Work to be completed:
The response should be the data again, identical in every line.

Stored items:
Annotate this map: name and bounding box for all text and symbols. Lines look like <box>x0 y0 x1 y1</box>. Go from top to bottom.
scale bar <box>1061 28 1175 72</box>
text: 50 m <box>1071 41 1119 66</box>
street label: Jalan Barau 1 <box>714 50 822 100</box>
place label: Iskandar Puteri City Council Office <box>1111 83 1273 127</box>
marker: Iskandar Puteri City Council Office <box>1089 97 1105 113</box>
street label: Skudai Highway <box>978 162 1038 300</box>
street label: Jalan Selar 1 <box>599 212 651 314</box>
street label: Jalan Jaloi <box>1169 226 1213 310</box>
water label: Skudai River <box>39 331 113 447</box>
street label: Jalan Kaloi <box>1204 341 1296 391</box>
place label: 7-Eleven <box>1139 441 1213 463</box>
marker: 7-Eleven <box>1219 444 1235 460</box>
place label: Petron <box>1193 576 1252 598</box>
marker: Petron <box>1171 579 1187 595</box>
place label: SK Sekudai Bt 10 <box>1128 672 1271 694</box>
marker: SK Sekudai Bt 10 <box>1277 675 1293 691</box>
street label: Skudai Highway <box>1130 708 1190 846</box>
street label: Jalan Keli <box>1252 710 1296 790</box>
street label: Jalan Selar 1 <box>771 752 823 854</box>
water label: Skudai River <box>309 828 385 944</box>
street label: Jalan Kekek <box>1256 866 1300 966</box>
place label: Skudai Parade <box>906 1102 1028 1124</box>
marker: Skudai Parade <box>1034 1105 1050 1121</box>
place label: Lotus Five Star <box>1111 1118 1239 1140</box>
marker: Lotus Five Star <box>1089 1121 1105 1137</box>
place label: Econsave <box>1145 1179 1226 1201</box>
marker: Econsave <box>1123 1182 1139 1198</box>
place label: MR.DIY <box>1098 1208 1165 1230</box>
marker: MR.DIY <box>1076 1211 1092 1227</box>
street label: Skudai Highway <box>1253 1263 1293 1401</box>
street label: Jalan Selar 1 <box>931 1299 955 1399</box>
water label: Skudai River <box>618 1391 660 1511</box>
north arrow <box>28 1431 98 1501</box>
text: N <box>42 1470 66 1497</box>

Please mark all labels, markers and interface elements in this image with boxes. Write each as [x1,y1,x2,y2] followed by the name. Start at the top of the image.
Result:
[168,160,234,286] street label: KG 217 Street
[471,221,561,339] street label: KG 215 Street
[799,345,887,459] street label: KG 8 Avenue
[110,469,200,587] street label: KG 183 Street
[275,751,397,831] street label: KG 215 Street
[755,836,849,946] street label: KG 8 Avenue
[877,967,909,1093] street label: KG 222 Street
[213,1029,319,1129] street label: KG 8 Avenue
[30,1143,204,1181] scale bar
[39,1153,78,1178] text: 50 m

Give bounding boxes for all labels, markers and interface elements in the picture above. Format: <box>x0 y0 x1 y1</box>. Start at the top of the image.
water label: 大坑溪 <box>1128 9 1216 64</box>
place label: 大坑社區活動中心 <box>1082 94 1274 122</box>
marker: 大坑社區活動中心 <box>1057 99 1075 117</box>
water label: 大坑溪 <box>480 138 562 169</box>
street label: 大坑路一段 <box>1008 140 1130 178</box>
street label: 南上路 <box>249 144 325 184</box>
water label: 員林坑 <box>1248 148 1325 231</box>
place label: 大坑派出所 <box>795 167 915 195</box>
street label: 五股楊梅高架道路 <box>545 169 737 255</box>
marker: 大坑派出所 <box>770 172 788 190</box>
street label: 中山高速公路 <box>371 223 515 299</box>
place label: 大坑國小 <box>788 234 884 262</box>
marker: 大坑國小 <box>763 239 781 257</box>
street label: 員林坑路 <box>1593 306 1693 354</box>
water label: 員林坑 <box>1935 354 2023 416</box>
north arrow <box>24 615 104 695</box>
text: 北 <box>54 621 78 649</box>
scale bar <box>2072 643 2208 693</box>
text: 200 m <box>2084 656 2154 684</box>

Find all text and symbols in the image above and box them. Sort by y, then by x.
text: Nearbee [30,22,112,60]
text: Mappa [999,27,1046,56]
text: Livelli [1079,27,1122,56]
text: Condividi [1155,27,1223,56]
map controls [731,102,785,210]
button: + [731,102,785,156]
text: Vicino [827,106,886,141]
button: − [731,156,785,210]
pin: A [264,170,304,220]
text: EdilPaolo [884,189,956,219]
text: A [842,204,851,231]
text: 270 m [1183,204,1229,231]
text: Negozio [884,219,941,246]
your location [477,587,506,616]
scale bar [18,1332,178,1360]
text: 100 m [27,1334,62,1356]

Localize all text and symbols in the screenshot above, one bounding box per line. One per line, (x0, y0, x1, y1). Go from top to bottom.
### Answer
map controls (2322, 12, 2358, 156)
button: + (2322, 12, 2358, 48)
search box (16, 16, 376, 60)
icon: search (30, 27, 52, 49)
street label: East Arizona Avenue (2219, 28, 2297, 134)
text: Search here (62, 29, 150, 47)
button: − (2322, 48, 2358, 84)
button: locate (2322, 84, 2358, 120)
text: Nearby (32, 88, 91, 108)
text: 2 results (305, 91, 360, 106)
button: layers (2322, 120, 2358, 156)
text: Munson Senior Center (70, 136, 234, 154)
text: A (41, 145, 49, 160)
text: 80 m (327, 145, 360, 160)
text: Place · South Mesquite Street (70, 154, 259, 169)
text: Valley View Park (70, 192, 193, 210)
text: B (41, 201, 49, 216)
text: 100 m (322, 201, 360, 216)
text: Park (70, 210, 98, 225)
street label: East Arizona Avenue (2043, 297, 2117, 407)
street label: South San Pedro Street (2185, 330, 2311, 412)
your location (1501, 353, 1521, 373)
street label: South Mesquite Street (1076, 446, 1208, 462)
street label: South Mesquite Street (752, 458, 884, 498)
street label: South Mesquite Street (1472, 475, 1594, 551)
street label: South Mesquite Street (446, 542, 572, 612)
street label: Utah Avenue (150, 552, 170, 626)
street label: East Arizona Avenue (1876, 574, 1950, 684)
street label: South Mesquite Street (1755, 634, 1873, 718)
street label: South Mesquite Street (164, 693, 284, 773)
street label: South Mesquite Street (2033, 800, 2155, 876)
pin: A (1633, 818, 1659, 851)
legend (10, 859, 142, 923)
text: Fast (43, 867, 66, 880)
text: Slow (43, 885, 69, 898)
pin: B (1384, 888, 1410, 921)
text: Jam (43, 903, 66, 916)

Exercise solution:
Annotate this map: name and bounding box for all text and symbols. Lines look like <box>x0 y0 x1 y1</box>. Go from top to bottom.
scale bar <box>1061 28 1175 72</box>
text: 50 m <box>1071 41 1119 66</box>
street label: Jalan Barau 1 <box>714 50 822 100</box>
place label: Iskandar Puteri City Council Office <box>1111 83 1273 127</box>
marker: Iskandar Puteri City Council Office <box>1089 97 1105 113</box>
street label: Skudai Highway <box>978 162 1038 300</box>
street label: Jalan Selar 1 <box>599 212 651 314</box>
street label: Jalan Jaloi <box>1169 226 1213 310</box>
water label: Skudai River <box>39 331 113 447</box>
street label: Jalan Kaloi <box>1204 341 1296 391</box>
place label: 7-Eleven <box>1139 441 1213 463</box>
marker: 7-Eleven <box>1219 444 1235 460</box>
place label: Petron <box>1193 576 1252 598</box>
marker: Petron <box>1171 579 1187 595</box>
place label: SK Sekudai Bt 10 <box>1128 672 1271 694</box>
marker: SK Sekudai Bt 10 <box>1277 675 1293 691</box>
street label: Skudai Highway <box>1130 708 1190 846</box>
street label: Jalan Keli <box>1252 710 1296 790</box>
street label: Jalan Selar 1 <box>771 752 823 854</box>
water label: Skudai River <box>309 828 385 944</box>
street label: Jalan Kekek <box>1256 866 1300 966</box>
place label: Skudai Parade <box>906 1102 1028 1124</box>
marker: Skudai Parade <box>1034 1105 1050 1121</box>
place label: Lotus Five Star <box>1111 1118 1239 1140</box>
marker: Lotus Five Star <box>1089 1121 1105 1137</box>
place label: Econsave <box>1145 1179 1226 1201</box>
marker: Econsave <box>1123 1182 1139 1198</box>
place label: MR.DIY <box>1098 1208 1165 1230</box>
marker: MR.DIY <box>1076 1211 1092 1227</box>
street label: Skudai Highway <box>1253 1263 1293 1401</box>
street label: Jalan Selar 1 <box>931 1299 955 1399</box>
water label: Skudai River <box>618 1391 660 1511</box>
north arrow <box>28 1431 98 1501</box>
text: N <box>42 1470 66 1497</box>

Please mark all labels, markers and interface elements in this image with boxes. Write each as [x1,y1,x2,y2] followed by the name. Start at the top of the image.
Result:
[168,160,234,286] street label: KG 217 Street
[471,221,561,339] street label: KG 215 Street
[799,345,887,459] street label: KG 8 Avenue
[110,469,200,587] street label: KG 183 Street
[275,751,397,831] street label: KG 215 Street
[755,836,849,946] street label: KG 8 Avenue
[877,967,909,1093] street label: KG 222 Street
[213,1029,319,1129] street label: KG 8 Avenue
[30,1143,204,1181] scale bar
[39,1153,78,1178] text: 50 m

Give bounding boxes for all labels, markers and interface elements in the picture above. Format: <box>x0 y0 x1 y1</box>. Start at the top of the image.
water label: 大坑溪 <box>1128 9 1216 64</box>
place label: 大坑社區活動中心 <box>1082 94 1274 122</box>
marker: 大坑社區活動中心 <box>1057 99 1075 117</box>
water label: 大坑溪 <box>480 138 562 169</box>
street label: 大坑路一段 <box>1008 140 1130 178</box>
street label: 南上路 <box>249 144 325 184</box>
water label: 員林坑 <box>1248 148 1325 231</box>
place label: 大坑派出所 <box>795 167 915 195</box>
street label: 五股楊梅高架道路 <box>545 169 737 255</box>
marker: 大坑派出所 <box>770 172 788 190</box>
street label: 中山高速公路 <box>371 223 515 299</box>
place label: 大坑國小 <box>788 234 884 262</box>
marker: 大坑國小 <box>763 239 781 257</box>
street label: 員林坑路 <box>1593 306 1693 354</box>
water label: 員林坑 <box>1935 354 2023 416</box>
north arrow <box>24 615 104 695</box>
text: 北 <box>54 621 78 649</box>
scale bar <box>2072 643 2208 693</box>
text: 200 m <box>2084 656 2154 684</box>

Find all text and symbols in the image above and box them. Sort by y, then by x.
text: Nearbee [30,22,112,60]
text: Mappa [999,27,1046,56]
text: Livelli [1079,27,1122,56]
text: Condividi [1155,27,1223,56]
map controls [731,102,785,210]
button: + [731,102,785,156]
text: Vicino [827,106,886,141]
button: − [731,156,785,210]
pin: A [264,170,304,220]
text: EdilPaolo [884,189,956,219]
text: A [842,204,851,231]
text: 270 m [1183,204,1229,231]
text: Negozio [884,219,941,246]
your location [477,587,506,616]
scale bar [18,1332,178,1360]
text: 100 m [27,1334,62,1356]

Localize all text and symbols in the screenshot above, one bounding box per line. One per line, (x0, y0, x1, y1). Go from top to bottom.
### Answer
map controls (2322, 12, 2358, 156)
button: + (2322, 12, 2358, 48)
search box (16, 16, 376, 60)
icon: search (30, 27, 52, 49)
street label: East Arizona Avenue (2219, 28, 2297, 134)
text: Search here (62, 29, 150, 47)
button: − (2322, 48, 2358, 84)
button: locate (2322, 84, 2358, 120)
text: Nearby (32, 88, 91, 108)
text: 2 results (305, 91, 360, 106)
button: layers (2322, 120, 2358, 156)
text: Munson Senior Center (70, 136, 234, 154)
text: A (41, 145, 49, 160)
text: 80 m (327, 145, 360, 160)
text: Place · South Mesquite Street (70, 154, 259, 169)
text: Valley View Park (70, 192, 193, 210)
text: B (41, 201, 49, 216)
text: 100 m (322, 201, 360, 216)
text: Park (70, 210, 98, 225)
street label: East Arizona Avenue (2043, 297, 2117, 407)
street label: South San Pedro Street (2185, 330, 2311, 412)
your location (1501, 353, 1521, 373)
street label: South Mesquite Street (1076, 446, 1208, 462)
street label: South Mesquite Street (752, 458, 884, 498)
street label: South Mesquite Street (1472, 475, 1594, 551)
street label: South Mesquite Street (446, 542, 572, 612)
street label: Utah Avenue (150, 552, 170, 626)
street label: East Arizona Avenue (1876, 574, 1950, 684)
street label: South Mesquite Street (1755, 634, 1873, 718)
street label: South Mesquite Street (164, 693, 284, 773)
street label: South Mesquite Street (2033, 800, 2155, 876)
pin: A (1633, 818, 1659, 851)
legend (10, 859, 142, 923)
text: Fast (43, 867, 66, 880)
text: Slow (43, 885, 69, 898)
pin: B (1384, 888, 1410, 921)
text: Jam (43, 903, 66, 916)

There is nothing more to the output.